**Given data**

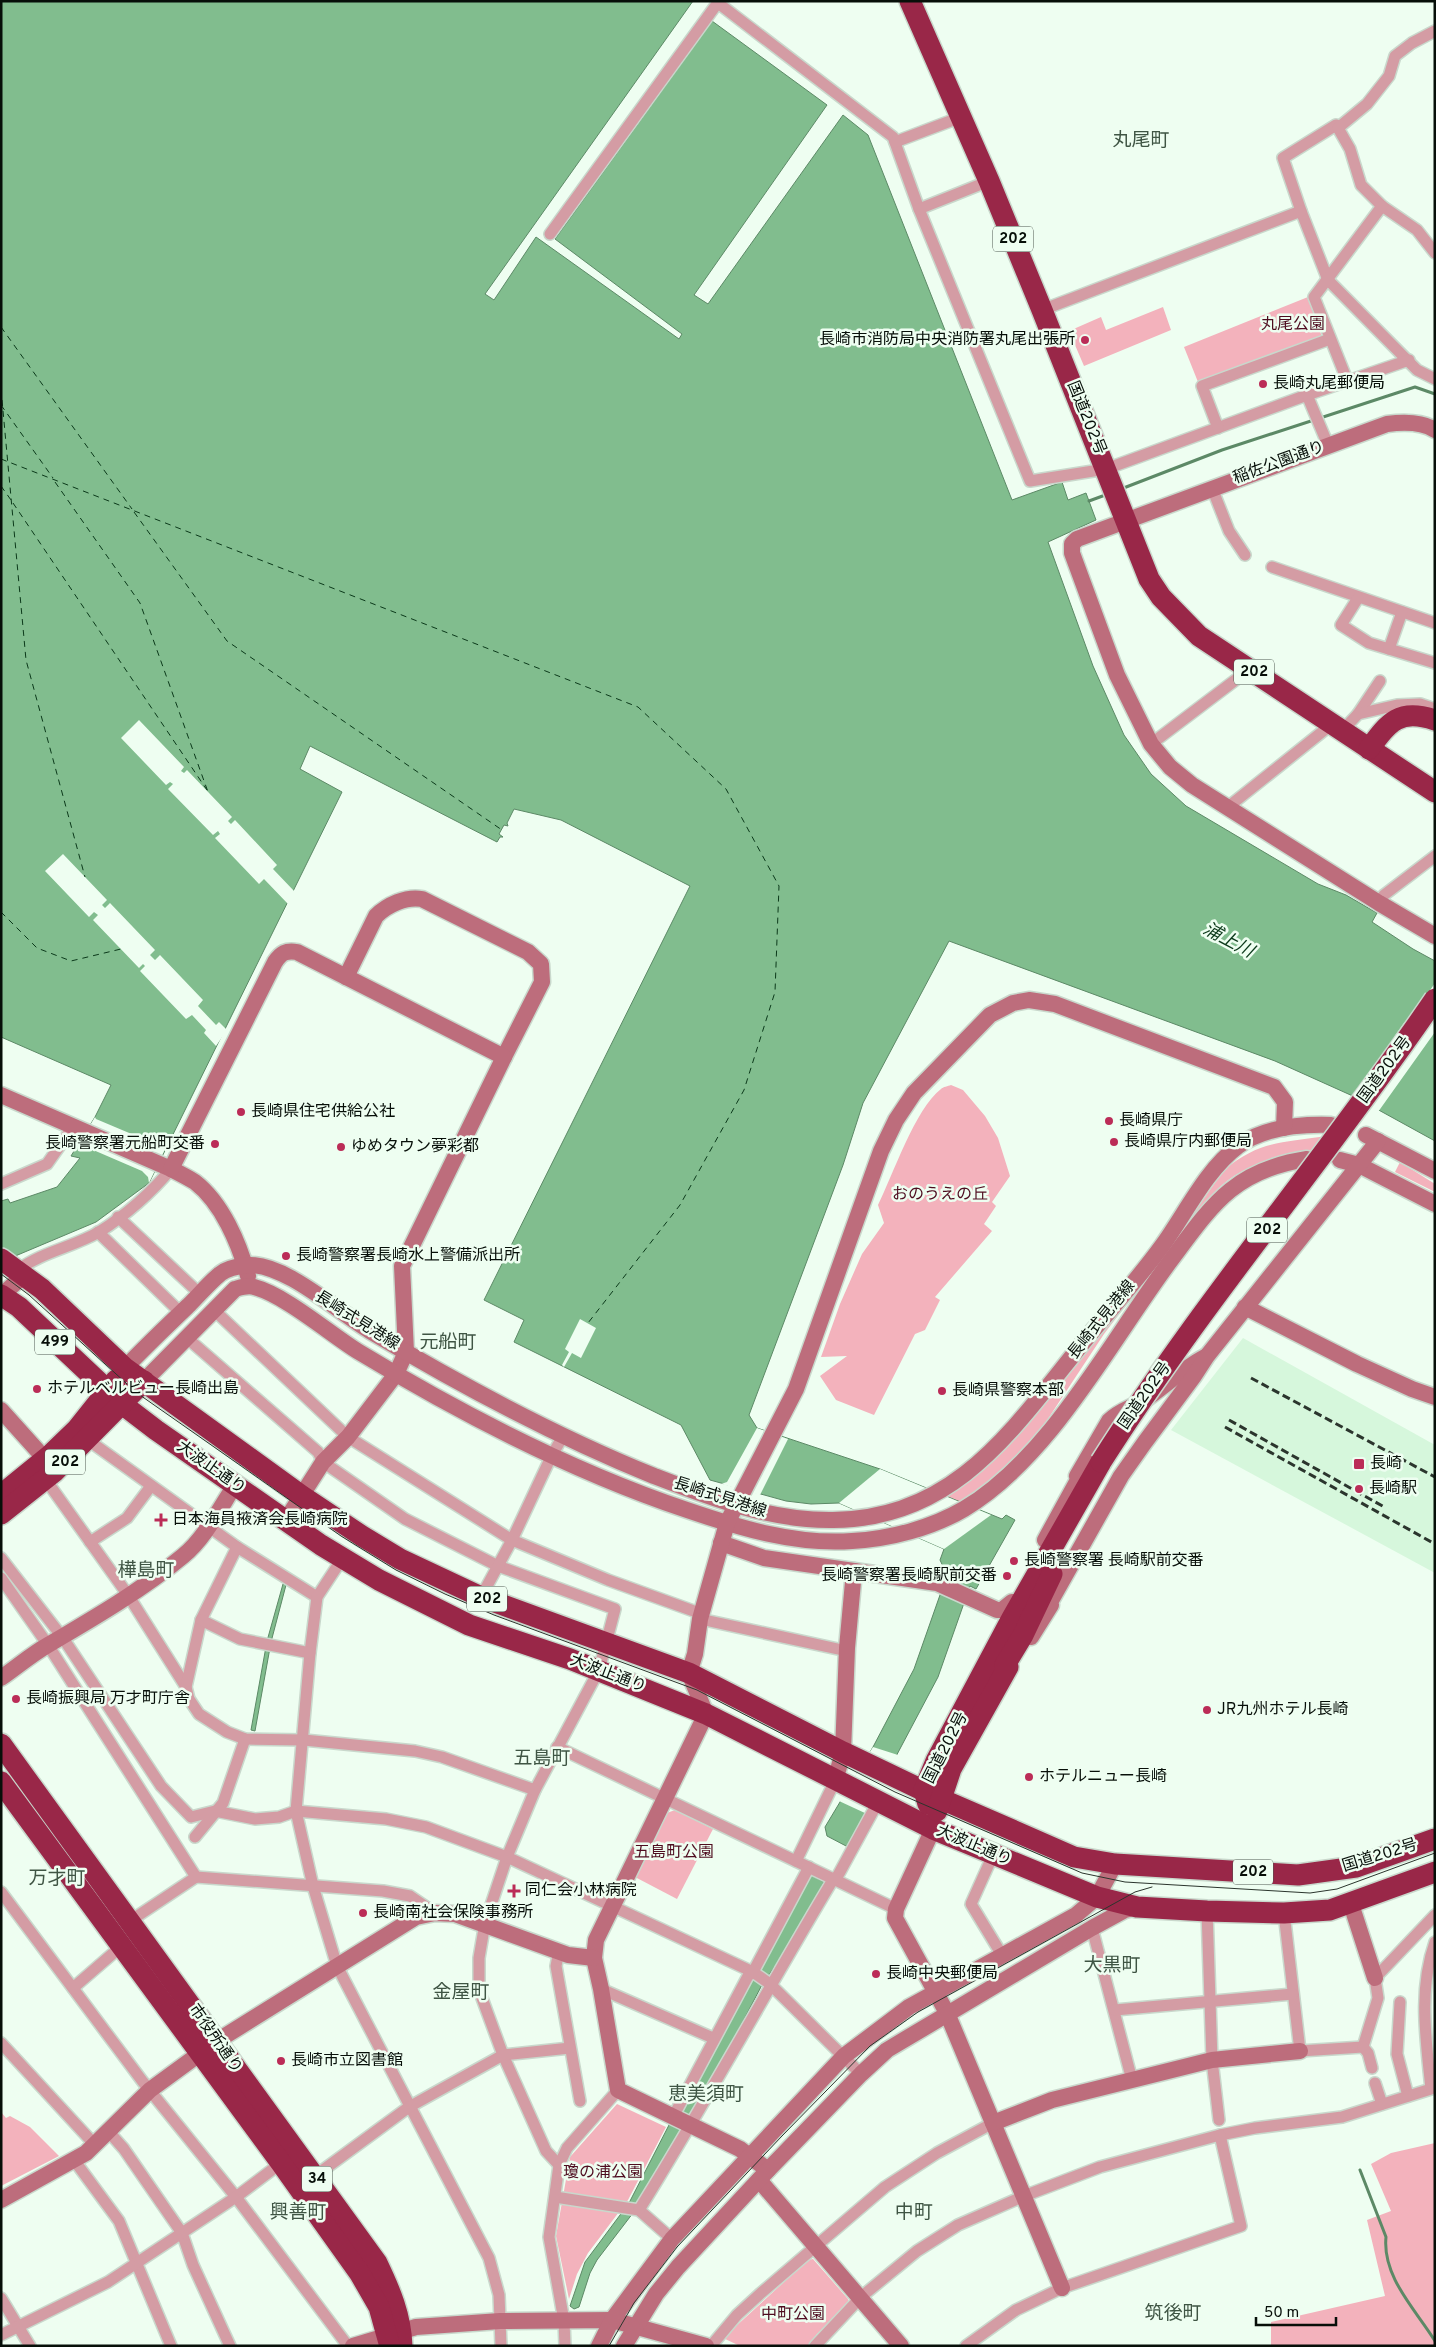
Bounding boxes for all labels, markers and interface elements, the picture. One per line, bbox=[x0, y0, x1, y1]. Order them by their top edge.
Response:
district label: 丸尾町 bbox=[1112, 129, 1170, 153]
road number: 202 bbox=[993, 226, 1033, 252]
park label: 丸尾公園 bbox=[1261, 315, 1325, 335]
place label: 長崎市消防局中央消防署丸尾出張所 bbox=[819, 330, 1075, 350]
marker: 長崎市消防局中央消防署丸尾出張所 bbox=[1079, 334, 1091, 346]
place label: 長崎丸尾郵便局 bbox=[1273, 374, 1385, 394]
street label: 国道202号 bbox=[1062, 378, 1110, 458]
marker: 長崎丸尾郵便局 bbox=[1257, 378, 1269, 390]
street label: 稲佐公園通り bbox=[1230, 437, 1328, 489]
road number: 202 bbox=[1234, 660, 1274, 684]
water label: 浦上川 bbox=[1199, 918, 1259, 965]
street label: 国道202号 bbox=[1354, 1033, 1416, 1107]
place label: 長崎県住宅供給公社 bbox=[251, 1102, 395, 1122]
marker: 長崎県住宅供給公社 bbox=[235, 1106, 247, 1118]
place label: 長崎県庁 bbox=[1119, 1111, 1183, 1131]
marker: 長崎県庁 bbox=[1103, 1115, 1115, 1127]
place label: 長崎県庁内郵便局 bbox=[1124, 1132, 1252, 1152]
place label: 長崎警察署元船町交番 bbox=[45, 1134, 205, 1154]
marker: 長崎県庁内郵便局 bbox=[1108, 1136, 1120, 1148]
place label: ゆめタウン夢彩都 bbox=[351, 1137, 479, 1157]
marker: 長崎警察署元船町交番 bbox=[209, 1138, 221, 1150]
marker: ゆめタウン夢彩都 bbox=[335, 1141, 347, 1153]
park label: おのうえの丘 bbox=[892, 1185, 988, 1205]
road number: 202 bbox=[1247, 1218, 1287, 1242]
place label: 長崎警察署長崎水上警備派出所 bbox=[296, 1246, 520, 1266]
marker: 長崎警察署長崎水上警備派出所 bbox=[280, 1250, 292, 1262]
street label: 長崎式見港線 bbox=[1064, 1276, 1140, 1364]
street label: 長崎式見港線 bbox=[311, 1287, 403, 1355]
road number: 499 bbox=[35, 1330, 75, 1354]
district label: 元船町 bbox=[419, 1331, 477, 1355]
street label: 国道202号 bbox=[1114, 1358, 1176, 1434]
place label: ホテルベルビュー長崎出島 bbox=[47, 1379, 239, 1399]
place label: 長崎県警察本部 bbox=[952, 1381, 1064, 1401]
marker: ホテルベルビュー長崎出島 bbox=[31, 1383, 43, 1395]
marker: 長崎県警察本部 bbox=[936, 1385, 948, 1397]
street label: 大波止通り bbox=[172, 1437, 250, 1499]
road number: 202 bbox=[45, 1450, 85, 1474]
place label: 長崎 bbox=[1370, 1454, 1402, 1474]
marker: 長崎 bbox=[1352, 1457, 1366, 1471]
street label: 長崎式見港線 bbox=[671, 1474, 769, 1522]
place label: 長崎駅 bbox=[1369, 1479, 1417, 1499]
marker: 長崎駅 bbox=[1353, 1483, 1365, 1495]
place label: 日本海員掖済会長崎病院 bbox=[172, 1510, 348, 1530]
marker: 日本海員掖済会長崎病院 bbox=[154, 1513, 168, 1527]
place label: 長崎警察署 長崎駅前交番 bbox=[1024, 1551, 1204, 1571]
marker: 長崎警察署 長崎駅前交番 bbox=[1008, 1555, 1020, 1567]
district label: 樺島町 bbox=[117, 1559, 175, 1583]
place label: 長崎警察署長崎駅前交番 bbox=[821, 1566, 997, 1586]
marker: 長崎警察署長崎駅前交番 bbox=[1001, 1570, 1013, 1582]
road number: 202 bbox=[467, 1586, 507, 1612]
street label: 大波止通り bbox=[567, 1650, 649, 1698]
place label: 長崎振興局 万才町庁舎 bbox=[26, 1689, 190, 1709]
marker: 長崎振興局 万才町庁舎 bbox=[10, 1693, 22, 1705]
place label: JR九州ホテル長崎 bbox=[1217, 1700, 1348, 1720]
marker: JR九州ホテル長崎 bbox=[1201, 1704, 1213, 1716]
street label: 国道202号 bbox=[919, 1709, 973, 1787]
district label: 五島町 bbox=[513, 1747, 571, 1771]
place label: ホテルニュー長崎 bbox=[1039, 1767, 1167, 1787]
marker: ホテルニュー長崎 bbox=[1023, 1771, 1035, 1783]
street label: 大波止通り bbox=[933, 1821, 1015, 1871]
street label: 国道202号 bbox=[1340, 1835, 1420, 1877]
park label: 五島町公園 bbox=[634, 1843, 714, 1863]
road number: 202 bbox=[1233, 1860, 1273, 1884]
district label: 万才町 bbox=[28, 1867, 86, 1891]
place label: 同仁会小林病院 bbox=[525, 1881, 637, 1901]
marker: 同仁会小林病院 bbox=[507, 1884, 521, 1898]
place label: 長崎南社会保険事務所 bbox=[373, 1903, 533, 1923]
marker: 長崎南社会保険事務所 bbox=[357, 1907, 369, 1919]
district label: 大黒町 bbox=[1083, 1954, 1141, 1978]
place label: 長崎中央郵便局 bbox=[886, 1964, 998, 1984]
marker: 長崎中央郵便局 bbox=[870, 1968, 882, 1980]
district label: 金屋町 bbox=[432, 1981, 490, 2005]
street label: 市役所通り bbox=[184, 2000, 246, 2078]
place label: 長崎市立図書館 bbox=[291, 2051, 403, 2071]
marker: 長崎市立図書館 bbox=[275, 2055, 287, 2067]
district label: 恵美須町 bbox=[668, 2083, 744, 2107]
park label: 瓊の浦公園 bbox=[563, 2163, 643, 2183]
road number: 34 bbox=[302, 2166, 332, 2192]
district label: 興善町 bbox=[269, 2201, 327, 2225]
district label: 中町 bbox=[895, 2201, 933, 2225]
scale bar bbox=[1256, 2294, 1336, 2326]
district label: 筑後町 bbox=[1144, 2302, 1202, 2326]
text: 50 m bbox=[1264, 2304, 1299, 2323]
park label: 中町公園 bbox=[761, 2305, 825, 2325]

**What to do**
Would you output the data above exactly as written, but with no images?

**Expected answer**
Bounding boxes for all labels, markers and interface elements, the picture. One per line, bbox=[x0, y0, x1, y1]. Order them by their top edge.
Response:
district label: 丸尾町 bbox=[1112, 129, 1170, 153]
road number: 202 bbox=[993, 226, 1033, 252]
park label: 丸尾公園 bbox=[1261, 315, 1325, 335]
place label: 長崎市消防局中央消防署丸尾出張所 bbox=[819, 330, 1075, 350]
marker: 長崎市消防局中央消防署丸尾出張所 bbox=[1079, 334, 1091, 346]
place label: 長崎丸尾郵便局 bbox=[1273, 374, 1385, 394]
street label: 国道202号 bbox=[1062, 378, 1110, 458]
marker: 長崎丸尾郵便局 bbox=[1257, 378, 1269, 390]
street label: 稲佐公園通り bbox=[1230, 437, 1328, 489]
road number: 202 bbox=[1234, 660, 1274, 684]
water label: 浦上川 bbox=[1199, 918, 1259, 965]
street label: 国道202号 bbox=[1354, 1033, 1416, 1107]
place label: 長崎県住宅供給公社 bbox=[251, 1102, 395, 1122]
marker: 長崎県住宅供給公社 bbox=[235, 1106, 247, 1118]
place label: 長崎県庁 bbox=[1119, 1111, 1183, 1131]
marker: 長崎県庁 bbox=[1103, 1115, 1115, 1127]
place label: 長崎県庁内郵便局 bbox=[1124, 1132, 1252, 1152]
place label: 長崎警察署元船町交番 bbox=[45, 1134, 205, 1154]
marker: 長崎県庁内郵便局 bbox=[1108, 1136, 1120, 1148]
place label: ゆめタウン夢彩都 bbox=[351, 1137, 479, 1157]
marker: 長崎警察署元船町交番 bbox=[209, 1138, 221, 1150]
marker: ゆめタウン夢彩都 bbox=[335, 1141, 347, 1153]
park label: おのうえの丘 bbox=[892, 1185, 988, 1205]
road number: 202 bbox=[1247, 1218, 1287, 1242]
place label: 長崎警察署長崎水上警備派出所 bbox=[296, 1246, 520, 1266]
marker: 長崎警察署長崎水上警備派出所 bbox=[280, 1250, 292, 1262]
street label: 長崎式見港線 bbox=[1064, 1276, 1140, 1364]
street label: 長崎式見港線 bbox=[311, 1287, 403, 1355]
road number: 499 bbox=[35, 1330, 75, 1354]
district label: 元船町 bbox=[419, 1331, 477, 1355]
street label: 国道202号 bbox=[1114, 1358, 1176, 1434]
place label: ホテルベルビュー長崎出島 bbox=[47, 1379, 239, 1399]
place label: 長崎県警察本部 bbox=[952, 1381, 1064, 1401]
marker: ホテルベルビュー長崎出島 bbox=[31, 1383, 43, 1395]
marker: 長崎県警察本部 bbox=[936, 1385, 948, 1397]
street label: 大波止通り bbox=[172, 1437, 250, 1499]
road number: 202 bbox=[45, 1450, 85, 1474]
place label: 長崎 bbox=[1370, 1454, 1402, 1474]
marker: 長崎 bbox=[1352, 1457, 1366, 1471]
street label: 長崎式見港線 bbox=[671, 1474, 769, 1522]
place label: 長崎駅 bbox=[1369, 1479, 1417, 1499]
marker: 長崎駅 bbox=[1353, 1483, 1365, 1495]
place label: 日本海員掖済会長崎病院 bbox=[172, 1510, 348, 1530]
marker: 日本海員掖済会長崎病院 bbox=[154, 1513, 168, 1527]
place label: 長崎警察署 長崎駅前交番 bbox=[1024, 1551, 1204, 1571]
marker: 長崎警察署 長崎駅前交番 bbox=[1008, 1555, 1020, 1567]
district label: 樺島町 bbox=[117, 1559, 175, 1583]
place label: 長崎警察署長崎駅前交番 bbox=[821, 1566, 997, 1586]
marker: 長崎警察署長崎駅前交番 bbox=[1001, 1570, 1013, 1582]
road number: 202 bbox=[467, 1586, 507, 1612]
street label: 大波止通り bbox=[567, 1650, 649, 1698]
place label: 長崎振興局 万才町庁舎 bbox=[26, 1689, 190, 1709]
marker: 長崎振興局 万才町庁舎 bbox=[10, 1693, 22, 1705]
place label: JR九州ホテル長崎 bbox=[1217, 1700, 1348, 1720]
marker: JR九州ホテル長崎 bbox=[1201, 1704, 1213, 1716]
street label: 国道202号 bbox=[919, 1709, 973, 1787]
district label: 五島町 bbox=[513, 1747, 571, 1771]
place label: ホテルニュー長崎 bbox=[1039, 1767, 1167, 1787]
marker: ホテルニュー長崎 bbox=[1023, 1771, 1035, 1783]
street label: 大波止通り bbox=[933, 1821, 1015, 1871]
street label: 国道202号 bbox=[1340, 1835, 1420, 1877]
park label: 五島町公園 bbox=[634, 1843, 714, 1863]
road number: 202 bbox=[1233, 1860, 1273, 1884]
district label: 万才町 bbox=[28, 1867, 86, 1891]
place label: 同仁会小林病院 bbox=[525, 1881, 637, 1901]
marker: 同仁会小林病院 bbox=[507, 1884, 521, 1898]
place label: 長崎南社会保険事務所 bbox=[373, 1903, 533, 1923]
marker: 長崎南社会保険事務所 bbox=[357, 1907, 369, 1919]
district label: 大黒町 bbox=[1083, 1954, 1141, 1978]
place label: 長崎中央郵便局 bbox=[886, 1964, 998, 1984]
marker: 長崎中央郵便局 bbox=[870, 1968, 882, 1980]
district label: 金屋町 bbox=[432, 1981, 490, 2005]
street label: 市役所通り bbox=[184, 2000, 246, 2078]
place label: 長崎市立図書館 bbox=[291, 2051, 403, 2071]
marker: 長崎市立図書館 bbox=[275, 2055, 287, 2067]
district label: 恵美須町 bbox=[668, 2083, 744, 2107]
park label: 瓊の浦公園 bbox=[563, 2163, 643, 2183]
road number: 34 bbox=[302, 2166, 332, 2192]
district label: 興善町 bbox=[269, 2201, 327, 2225]
district label: 中町 bbox=[895, 2201, 933, 2225]
scale bar bbox=[1256, 2294, 1336, 2326]
district label: 筑後町 bbox=[1144, 2302, 1202, 2326]
text: 50 m bbox=[1264, 2304, 1299, 2323]
park label: 中町公園 bbox=[761, 2305, 825, 2325]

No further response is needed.